▶ About this task
What lines in the records below hold the string "building"? Please show them.

▶ Exercise data
################

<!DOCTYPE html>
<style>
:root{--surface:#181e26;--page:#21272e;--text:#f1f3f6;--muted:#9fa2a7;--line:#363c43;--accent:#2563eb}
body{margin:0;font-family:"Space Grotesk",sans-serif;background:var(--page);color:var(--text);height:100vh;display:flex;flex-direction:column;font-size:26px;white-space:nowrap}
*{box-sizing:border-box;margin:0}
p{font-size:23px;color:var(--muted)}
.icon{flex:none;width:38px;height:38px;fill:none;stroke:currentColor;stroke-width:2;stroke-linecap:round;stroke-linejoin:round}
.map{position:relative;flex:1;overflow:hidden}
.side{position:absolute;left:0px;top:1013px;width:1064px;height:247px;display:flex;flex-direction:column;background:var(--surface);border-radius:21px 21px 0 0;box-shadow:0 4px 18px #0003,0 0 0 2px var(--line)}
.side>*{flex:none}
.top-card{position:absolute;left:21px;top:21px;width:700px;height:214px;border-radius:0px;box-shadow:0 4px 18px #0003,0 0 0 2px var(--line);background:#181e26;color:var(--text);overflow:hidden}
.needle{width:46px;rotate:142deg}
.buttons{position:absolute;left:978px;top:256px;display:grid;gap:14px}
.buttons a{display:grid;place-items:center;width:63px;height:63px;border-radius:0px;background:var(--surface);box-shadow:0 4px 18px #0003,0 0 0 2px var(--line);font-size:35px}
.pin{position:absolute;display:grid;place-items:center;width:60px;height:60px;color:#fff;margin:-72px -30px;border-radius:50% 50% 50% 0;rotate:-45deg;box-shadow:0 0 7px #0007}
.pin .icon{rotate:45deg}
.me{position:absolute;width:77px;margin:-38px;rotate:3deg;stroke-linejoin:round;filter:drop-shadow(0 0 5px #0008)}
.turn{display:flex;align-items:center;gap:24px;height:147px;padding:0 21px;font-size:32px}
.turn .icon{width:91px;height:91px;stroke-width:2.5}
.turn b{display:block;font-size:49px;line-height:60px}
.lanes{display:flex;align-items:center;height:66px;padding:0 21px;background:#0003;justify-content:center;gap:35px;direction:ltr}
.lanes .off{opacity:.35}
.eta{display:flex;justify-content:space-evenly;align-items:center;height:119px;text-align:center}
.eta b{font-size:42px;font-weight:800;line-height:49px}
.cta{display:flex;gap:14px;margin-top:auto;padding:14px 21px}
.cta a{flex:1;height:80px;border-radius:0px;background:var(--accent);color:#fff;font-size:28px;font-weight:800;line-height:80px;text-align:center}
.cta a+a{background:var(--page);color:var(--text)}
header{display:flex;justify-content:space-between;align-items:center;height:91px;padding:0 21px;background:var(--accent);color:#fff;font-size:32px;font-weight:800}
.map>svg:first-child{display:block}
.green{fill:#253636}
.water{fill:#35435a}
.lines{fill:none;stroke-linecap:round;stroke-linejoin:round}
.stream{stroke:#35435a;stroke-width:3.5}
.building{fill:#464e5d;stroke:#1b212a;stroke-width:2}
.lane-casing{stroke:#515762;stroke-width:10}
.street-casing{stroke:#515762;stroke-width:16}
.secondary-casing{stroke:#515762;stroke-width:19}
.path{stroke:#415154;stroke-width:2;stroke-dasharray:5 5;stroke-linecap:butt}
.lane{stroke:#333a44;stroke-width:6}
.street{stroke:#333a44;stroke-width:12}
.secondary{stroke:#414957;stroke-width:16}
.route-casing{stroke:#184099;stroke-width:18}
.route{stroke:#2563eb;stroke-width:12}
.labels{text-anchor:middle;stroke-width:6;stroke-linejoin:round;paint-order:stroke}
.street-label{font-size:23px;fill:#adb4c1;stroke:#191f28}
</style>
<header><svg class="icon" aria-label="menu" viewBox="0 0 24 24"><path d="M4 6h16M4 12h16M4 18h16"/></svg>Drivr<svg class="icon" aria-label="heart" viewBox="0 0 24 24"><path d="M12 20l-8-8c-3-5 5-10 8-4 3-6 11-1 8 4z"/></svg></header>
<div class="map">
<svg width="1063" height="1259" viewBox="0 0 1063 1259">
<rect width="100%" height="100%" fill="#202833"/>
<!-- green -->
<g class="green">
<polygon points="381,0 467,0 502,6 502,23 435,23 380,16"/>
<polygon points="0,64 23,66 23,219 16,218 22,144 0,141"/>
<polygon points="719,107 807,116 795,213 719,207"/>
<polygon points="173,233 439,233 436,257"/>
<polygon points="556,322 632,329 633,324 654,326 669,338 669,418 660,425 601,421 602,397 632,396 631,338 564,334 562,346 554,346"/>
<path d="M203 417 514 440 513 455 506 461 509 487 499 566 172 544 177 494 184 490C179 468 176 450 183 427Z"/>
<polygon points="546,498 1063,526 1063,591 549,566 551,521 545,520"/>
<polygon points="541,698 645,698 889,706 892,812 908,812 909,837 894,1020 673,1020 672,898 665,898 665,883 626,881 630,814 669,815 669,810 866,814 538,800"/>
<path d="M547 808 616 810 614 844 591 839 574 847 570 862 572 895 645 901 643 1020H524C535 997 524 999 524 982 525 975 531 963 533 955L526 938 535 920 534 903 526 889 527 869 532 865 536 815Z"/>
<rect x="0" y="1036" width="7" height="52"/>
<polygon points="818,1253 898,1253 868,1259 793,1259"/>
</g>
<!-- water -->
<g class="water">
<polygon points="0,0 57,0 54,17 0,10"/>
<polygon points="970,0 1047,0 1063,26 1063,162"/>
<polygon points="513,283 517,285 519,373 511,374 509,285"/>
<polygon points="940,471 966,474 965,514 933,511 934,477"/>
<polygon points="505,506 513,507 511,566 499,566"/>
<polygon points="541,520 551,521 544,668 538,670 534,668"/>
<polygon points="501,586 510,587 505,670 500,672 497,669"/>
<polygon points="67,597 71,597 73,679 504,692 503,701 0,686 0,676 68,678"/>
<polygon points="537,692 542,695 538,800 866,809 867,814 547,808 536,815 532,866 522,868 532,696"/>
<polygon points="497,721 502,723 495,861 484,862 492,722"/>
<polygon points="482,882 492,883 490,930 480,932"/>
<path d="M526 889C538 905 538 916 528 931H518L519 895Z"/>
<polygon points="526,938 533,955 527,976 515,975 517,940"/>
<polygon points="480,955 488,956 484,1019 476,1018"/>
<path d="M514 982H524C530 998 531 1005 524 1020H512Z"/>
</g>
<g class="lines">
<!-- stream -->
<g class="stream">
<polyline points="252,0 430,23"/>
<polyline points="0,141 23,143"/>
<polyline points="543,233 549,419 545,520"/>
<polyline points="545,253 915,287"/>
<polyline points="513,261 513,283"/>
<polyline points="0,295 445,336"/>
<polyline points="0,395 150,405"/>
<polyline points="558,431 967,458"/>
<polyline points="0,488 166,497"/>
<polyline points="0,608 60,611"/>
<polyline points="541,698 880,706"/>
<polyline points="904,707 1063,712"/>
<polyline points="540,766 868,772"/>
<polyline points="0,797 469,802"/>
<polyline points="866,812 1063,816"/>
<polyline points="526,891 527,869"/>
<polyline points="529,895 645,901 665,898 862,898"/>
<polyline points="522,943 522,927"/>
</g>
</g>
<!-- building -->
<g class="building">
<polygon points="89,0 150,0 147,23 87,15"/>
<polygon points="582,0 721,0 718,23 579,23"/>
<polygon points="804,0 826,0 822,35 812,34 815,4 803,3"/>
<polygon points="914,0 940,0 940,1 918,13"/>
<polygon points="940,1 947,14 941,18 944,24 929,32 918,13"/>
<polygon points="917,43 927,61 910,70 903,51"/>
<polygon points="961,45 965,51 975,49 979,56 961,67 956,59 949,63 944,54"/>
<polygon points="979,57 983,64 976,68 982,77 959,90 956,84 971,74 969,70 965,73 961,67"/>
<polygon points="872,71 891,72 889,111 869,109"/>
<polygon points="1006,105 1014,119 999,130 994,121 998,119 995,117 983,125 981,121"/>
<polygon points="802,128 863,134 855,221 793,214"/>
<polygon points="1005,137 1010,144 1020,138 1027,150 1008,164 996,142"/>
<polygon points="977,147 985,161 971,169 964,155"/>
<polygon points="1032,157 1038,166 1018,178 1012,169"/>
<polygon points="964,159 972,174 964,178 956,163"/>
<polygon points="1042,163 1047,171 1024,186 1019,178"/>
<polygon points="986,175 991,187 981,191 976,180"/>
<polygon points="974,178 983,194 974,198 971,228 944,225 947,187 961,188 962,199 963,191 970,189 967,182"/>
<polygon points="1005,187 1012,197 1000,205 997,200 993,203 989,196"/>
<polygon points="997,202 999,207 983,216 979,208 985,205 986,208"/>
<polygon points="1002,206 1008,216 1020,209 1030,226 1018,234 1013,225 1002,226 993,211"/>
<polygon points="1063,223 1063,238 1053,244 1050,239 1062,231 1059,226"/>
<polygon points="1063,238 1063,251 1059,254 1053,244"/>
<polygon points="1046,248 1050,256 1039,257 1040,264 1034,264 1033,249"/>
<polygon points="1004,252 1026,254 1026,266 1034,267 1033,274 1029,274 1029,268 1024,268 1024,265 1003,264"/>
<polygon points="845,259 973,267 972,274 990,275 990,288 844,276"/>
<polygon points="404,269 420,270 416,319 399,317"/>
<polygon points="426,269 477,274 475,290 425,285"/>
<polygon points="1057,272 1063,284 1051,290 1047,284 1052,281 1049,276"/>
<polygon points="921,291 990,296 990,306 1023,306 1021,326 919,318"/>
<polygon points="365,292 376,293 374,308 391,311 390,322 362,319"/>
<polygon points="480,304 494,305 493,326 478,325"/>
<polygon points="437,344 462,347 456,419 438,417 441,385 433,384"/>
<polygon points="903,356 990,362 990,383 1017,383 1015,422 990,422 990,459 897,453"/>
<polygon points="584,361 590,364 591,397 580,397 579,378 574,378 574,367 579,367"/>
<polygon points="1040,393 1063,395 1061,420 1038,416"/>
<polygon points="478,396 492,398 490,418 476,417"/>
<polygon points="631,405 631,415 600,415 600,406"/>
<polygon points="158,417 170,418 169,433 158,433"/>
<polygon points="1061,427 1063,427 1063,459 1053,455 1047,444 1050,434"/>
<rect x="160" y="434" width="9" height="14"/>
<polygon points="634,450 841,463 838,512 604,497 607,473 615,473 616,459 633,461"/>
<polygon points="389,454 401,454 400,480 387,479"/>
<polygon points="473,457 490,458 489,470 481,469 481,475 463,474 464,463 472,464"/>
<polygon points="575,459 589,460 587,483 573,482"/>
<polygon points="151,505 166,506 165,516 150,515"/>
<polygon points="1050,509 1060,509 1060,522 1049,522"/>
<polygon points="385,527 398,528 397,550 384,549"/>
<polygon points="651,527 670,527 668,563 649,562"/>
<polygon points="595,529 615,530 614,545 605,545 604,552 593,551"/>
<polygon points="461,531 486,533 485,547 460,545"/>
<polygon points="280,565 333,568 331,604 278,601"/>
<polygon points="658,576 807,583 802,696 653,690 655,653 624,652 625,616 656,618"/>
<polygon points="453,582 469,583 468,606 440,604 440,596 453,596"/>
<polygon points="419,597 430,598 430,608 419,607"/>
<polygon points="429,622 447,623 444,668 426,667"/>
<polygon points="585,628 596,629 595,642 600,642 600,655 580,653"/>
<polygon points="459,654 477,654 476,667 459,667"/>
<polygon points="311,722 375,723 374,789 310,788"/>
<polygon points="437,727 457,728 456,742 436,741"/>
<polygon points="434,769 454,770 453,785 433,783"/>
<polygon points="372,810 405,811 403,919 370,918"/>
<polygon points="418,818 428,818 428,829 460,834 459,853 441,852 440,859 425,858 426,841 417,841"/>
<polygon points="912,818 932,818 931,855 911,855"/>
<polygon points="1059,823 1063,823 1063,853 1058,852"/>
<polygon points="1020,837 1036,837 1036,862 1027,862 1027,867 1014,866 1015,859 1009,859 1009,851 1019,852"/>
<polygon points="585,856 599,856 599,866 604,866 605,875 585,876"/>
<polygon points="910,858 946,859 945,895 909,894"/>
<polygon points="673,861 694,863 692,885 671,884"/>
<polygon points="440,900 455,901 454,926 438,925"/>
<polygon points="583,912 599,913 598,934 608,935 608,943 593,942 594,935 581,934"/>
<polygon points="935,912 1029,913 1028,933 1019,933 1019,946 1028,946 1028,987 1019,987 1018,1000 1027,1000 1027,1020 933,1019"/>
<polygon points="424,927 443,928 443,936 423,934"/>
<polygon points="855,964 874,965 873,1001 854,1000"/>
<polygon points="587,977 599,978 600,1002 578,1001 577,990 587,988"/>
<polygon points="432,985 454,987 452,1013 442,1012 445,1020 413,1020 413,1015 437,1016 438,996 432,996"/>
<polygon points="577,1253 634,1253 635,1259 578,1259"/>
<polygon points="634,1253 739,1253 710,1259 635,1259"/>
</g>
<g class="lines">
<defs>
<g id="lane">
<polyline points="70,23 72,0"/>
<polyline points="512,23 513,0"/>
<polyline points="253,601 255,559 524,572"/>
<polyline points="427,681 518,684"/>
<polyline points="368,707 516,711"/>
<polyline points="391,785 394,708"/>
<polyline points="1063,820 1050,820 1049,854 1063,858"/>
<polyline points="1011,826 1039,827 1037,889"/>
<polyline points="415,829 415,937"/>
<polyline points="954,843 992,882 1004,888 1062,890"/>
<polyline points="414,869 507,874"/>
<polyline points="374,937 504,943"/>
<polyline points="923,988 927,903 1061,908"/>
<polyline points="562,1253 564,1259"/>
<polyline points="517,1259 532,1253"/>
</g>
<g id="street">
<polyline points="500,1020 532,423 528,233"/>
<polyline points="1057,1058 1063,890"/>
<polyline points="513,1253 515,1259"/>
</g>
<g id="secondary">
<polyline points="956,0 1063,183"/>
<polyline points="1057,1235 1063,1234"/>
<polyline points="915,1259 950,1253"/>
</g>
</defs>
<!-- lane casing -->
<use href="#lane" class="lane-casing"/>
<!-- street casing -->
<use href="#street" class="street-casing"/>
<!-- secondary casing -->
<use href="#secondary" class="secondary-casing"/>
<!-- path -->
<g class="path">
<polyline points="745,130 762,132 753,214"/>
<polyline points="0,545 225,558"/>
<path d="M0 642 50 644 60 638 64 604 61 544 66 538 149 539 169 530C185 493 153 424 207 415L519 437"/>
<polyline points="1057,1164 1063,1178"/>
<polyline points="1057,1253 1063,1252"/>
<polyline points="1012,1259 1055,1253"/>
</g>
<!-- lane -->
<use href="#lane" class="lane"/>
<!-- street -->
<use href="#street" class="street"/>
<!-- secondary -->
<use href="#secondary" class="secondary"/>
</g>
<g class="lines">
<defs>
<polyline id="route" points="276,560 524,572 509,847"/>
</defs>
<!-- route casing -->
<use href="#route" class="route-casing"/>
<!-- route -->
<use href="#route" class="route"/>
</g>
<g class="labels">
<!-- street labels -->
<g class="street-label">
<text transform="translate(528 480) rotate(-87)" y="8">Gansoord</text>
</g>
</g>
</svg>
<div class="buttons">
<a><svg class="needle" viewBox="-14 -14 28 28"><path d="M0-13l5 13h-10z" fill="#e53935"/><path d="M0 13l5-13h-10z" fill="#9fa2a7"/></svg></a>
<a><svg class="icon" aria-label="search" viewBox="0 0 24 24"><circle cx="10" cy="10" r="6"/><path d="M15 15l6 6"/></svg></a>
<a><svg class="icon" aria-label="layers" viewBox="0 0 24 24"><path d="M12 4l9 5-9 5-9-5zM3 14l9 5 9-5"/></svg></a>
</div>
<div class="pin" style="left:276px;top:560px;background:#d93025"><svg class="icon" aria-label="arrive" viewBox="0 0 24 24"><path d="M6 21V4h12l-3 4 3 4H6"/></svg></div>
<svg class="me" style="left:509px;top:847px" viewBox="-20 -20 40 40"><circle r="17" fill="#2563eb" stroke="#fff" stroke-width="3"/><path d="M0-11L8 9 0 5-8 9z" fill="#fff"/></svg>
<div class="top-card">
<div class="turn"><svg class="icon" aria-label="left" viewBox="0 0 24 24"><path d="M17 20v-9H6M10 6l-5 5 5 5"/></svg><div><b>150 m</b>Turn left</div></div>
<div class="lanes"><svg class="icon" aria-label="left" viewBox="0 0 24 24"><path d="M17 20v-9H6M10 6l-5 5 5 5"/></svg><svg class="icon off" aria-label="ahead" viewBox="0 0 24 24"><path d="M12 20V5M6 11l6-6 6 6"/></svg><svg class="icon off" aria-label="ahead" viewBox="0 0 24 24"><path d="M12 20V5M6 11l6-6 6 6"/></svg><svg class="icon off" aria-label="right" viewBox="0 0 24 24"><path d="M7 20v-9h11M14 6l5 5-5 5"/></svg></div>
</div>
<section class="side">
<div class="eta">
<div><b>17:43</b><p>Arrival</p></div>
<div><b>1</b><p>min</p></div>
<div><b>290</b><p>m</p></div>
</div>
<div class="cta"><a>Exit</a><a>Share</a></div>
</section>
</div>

################

▶ Problem solution
.building{fill:#464e5d;stroke:#1b212a;stroke-width:2}
<!-- building -->
<g class="building">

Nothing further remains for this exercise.